# Earnings Yield and Return on Capital

I picked up a copy of Joel Greenblatt's "The Little Book that Beats the Market" today. In it, it talks about finding cheap companies (high earnings yield) and good companies (high return on capital).

The first time I saw a discussion on the importance of high earnings yield, is in Mary Buffett's Buffettology book (1st ed). At that time, I had a lingering thought that still persists today. The earnings yield is typically compared with the long-term US treasury "risk-free" rate, e.g. if a stock's earnings yield is 10% and the risk-free rate is 6%, then you're "earning more" with the stock, compared to what you're paying.

The thing that bothers me about this comparison is that for a bond, you are guaranteed your principal, whereas for a stock, if you decide to "redeem" that piece of ownership, the money you get is the market price at that time. With a loony stock market, that "market price" can range from zero to a whole lot. Hence with a non-guaranteed principal, there is not much point comparing the earnings yield of a stock to that of a bond (even if you make the 10%, you might lose all your principal). What this also means, is that the price that you pay initially, must be justified by all the future cashflows that comes in, so that even if the price of the stock ends up to be 0, you still get the future cashflows.

Turning next to Return on Capital (ROC), an example cited in Joel's book is that Jason spent \$400,000 to set up a store that ended up earning \$200,000, so ROC is 50%. Again, the fact that the principal (i.e. that \$400,000) must remain, is important. The ROC is 50% because we have (new value/old value) = 1.5, i.e. new value = \$400,000 + \$200,000 = \$600,000 and old value = \$400,000. Imagine, after spending \$400,000 for the store, if Jason wants to liquidate the store, he can only get back \$300,000. That would mean that (new value/old value) = (\$300,000 + \$200,000) / \$400,000 = 1.25, i.e.
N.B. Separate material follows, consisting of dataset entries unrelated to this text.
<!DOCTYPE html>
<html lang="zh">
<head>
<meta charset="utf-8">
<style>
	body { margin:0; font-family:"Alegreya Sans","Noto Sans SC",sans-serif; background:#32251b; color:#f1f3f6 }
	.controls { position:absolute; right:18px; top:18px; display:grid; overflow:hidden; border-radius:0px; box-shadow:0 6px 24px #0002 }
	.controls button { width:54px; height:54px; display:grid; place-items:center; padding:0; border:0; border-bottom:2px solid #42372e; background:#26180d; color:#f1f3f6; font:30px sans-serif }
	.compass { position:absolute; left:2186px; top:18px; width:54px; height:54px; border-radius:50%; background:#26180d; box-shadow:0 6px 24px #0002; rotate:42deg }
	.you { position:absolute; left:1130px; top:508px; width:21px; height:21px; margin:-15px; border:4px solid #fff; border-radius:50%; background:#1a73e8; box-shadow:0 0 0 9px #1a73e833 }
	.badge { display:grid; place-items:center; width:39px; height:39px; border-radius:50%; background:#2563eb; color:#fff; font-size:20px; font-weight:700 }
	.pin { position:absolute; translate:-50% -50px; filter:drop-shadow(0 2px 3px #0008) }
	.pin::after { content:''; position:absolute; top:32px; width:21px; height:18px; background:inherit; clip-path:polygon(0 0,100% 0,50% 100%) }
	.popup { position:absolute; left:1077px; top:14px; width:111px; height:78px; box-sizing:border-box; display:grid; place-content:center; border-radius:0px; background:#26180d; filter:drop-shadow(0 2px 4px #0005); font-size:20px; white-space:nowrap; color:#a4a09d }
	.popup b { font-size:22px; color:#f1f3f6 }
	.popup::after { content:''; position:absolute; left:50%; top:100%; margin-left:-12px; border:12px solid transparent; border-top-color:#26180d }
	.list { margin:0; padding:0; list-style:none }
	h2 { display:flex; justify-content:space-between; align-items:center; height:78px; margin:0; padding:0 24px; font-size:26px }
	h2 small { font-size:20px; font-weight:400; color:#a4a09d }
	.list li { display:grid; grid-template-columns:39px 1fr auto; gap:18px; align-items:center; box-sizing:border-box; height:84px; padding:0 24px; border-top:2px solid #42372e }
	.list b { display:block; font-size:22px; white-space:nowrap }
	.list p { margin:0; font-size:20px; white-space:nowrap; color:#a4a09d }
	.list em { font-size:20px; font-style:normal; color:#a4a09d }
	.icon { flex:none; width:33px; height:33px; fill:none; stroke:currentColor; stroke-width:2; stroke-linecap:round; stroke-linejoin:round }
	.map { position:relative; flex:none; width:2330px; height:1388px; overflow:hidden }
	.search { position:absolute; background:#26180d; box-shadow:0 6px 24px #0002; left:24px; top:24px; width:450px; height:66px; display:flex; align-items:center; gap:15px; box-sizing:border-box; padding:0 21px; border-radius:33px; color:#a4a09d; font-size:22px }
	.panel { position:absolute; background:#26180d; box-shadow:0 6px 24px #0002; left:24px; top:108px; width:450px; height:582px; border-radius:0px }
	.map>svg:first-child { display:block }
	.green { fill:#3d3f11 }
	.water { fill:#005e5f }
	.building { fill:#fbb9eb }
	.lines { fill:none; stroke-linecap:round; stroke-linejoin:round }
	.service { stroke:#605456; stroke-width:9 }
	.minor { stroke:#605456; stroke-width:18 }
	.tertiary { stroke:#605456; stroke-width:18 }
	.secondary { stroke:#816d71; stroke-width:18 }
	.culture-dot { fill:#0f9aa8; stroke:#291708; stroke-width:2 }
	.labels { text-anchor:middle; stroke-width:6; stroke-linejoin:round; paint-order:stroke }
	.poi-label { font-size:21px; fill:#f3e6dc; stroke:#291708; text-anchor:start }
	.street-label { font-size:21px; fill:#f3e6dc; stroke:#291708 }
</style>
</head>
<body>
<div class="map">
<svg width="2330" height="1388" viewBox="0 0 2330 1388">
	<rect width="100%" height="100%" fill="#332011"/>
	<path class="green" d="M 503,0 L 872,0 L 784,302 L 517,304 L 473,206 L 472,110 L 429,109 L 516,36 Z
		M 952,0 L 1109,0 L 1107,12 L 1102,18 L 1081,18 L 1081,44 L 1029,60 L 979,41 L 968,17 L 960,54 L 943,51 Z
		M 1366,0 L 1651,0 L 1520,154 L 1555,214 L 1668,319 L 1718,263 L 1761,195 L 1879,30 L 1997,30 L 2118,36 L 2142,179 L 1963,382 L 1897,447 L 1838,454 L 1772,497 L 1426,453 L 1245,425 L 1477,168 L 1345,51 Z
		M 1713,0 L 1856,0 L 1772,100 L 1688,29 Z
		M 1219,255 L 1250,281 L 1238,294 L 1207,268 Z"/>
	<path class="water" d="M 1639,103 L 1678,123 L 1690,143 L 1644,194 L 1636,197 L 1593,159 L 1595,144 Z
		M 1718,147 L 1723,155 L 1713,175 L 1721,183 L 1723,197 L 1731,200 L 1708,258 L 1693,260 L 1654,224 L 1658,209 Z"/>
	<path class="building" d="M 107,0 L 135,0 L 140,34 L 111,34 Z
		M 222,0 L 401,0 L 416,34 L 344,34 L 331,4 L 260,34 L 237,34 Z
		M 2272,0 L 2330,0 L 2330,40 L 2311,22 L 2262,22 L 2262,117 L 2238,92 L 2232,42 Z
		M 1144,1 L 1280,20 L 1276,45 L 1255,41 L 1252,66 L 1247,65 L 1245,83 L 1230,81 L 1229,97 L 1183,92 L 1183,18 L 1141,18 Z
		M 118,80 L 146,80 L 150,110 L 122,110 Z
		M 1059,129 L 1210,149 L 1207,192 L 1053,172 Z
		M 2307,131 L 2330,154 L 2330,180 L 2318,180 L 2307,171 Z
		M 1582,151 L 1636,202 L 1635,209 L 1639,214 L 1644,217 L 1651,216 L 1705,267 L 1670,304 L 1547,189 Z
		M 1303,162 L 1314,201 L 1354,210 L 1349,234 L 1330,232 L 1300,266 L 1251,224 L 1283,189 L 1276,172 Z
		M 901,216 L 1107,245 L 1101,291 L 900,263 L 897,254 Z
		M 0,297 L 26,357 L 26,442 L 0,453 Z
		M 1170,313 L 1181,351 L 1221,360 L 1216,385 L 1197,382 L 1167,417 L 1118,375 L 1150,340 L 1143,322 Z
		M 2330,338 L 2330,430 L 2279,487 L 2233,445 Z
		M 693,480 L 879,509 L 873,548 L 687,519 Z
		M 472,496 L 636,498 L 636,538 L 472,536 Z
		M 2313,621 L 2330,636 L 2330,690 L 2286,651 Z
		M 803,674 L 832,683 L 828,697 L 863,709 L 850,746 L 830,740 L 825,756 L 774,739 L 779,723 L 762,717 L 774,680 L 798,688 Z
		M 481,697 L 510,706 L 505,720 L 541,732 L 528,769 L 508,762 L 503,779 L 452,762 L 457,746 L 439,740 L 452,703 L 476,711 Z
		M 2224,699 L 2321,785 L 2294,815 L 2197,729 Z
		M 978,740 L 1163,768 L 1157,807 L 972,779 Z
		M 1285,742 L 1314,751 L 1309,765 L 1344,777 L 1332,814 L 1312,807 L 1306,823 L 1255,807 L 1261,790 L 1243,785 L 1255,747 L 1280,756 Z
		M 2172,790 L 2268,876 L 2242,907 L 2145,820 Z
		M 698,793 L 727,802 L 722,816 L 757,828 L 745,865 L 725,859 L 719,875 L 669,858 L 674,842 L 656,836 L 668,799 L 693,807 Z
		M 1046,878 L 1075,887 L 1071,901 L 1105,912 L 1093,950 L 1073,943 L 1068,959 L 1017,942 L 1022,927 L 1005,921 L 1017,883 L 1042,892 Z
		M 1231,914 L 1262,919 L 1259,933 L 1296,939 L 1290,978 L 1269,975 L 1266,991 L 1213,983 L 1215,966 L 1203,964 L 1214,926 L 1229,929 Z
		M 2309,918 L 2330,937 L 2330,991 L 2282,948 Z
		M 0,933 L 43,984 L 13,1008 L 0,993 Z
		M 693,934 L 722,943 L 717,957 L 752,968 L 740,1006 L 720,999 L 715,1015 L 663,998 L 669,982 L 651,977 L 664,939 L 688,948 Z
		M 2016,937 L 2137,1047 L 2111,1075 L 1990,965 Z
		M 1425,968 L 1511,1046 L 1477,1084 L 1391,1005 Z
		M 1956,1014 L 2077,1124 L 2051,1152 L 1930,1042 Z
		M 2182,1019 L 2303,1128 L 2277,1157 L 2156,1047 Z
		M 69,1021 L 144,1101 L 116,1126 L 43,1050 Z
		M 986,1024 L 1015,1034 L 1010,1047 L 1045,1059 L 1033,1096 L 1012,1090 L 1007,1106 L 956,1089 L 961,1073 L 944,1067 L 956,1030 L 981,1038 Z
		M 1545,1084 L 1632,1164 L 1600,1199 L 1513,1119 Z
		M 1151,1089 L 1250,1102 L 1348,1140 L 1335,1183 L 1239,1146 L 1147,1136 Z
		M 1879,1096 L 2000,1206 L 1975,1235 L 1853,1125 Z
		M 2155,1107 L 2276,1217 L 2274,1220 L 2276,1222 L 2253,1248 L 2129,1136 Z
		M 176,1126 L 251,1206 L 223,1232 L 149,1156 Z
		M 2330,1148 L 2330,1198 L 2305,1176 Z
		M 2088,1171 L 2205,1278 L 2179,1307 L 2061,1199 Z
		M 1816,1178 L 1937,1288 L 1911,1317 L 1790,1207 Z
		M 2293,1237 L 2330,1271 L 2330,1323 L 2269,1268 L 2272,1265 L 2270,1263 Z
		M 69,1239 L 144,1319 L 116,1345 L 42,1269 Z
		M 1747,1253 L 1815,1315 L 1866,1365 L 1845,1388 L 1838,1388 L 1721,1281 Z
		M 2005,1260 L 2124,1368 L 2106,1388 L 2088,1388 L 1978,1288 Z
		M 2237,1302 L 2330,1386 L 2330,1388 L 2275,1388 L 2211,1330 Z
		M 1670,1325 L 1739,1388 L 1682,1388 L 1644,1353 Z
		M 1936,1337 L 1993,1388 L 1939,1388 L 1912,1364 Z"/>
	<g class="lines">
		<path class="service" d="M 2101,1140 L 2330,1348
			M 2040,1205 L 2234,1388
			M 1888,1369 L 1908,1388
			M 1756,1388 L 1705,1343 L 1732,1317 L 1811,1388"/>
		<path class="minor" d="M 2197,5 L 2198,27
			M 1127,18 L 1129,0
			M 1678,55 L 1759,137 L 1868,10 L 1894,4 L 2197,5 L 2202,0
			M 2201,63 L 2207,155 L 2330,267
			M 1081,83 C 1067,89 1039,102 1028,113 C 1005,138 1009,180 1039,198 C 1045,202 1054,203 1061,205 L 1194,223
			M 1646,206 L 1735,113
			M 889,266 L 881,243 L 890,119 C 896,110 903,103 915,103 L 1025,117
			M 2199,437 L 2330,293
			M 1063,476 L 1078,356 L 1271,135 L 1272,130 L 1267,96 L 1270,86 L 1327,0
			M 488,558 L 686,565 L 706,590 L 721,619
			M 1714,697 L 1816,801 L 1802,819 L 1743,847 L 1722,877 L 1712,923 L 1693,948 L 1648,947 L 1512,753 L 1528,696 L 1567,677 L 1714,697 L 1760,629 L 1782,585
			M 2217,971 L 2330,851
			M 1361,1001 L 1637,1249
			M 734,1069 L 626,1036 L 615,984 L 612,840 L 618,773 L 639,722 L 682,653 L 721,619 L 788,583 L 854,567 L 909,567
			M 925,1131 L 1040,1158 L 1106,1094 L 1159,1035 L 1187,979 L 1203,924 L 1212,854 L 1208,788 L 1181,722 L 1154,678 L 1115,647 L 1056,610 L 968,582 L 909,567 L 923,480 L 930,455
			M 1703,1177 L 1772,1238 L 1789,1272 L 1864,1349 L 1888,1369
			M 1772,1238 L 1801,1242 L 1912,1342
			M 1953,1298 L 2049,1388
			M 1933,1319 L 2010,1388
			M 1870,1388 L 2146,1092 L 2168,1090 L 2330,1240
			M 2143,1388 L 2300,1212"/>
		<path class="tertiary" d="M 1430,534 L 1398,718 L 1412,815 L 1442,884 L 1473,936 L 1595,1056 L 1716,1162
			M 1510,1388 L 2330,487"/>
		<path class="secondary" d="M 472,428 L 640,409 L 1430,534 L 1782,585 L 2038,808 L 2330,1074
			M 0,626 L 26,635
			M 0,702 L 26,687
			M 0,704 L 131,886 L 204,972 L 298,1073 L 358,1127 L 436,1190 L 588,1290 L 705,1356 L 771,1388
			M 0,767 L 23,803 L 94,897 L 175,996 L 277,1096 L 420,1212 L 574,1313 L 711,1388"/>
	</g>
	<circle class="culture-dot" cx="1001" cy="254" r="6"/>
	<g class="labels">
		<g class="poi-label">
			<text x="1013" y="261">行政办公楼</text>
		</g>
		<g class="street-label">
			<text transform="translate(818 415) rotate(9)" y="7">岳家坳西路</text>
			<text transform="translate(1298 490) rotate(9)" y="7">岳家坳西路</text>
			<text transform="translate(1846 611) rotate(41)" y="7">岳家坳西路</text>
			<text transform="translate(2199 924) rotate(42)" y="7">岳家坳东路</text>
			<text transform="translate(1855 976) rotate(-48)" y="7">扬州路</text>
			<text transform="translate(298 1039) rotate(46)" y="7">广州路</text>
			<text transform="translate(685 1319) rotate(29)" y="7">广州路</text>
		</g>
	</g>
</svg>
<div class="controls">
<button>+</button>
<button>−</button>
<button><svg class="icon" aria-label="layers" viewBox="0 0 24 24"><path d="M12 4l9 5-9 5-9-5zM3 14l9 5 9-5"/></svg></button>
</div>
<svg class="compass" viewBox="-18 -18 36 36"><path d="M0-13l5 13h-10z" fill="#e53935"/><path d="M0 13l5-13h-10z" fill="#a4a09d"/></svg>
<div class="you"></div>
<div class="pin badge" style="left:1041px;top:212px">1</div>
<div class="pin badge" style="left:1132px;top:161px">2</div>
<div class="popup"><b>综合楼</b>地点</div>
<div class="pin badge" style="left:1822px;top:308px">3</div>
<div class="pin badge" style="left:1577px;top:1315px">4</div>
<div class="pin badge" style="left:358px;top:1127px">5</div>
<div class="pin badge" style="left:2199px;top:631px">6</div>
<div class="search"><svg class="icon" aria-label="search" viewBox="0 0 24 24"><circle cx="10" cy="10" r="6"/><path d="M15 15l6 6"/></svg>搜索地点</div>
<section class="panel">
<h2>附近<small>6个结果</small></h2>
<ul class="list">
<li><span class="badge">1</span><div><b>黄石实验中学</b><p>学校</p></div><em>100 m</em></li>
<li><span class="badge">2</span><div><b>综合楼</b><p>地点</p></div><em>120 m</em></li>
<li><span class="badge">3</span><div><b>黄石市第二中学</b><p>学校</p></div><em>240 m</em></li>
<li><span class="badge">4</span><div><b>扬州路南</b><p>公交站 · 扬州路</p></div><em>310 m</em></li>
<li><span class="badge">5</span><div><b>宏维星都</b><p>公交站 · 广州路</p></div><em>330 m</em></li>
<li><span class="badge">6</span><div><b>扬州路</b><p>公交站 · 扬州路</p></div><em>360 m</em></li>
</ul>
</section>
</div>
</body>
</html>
ROC = 25%.

That leads to an interesting problem, if the accounting books record NTA at cost, i.e. \$400,000, then we should do a bit of discounting at the numerator to get the ROC. If NTA is recorded at market value, then it would typically understate the cost and overstate the ROC. In that case, we need to find out how much was actually spent to generate that amount of earnings.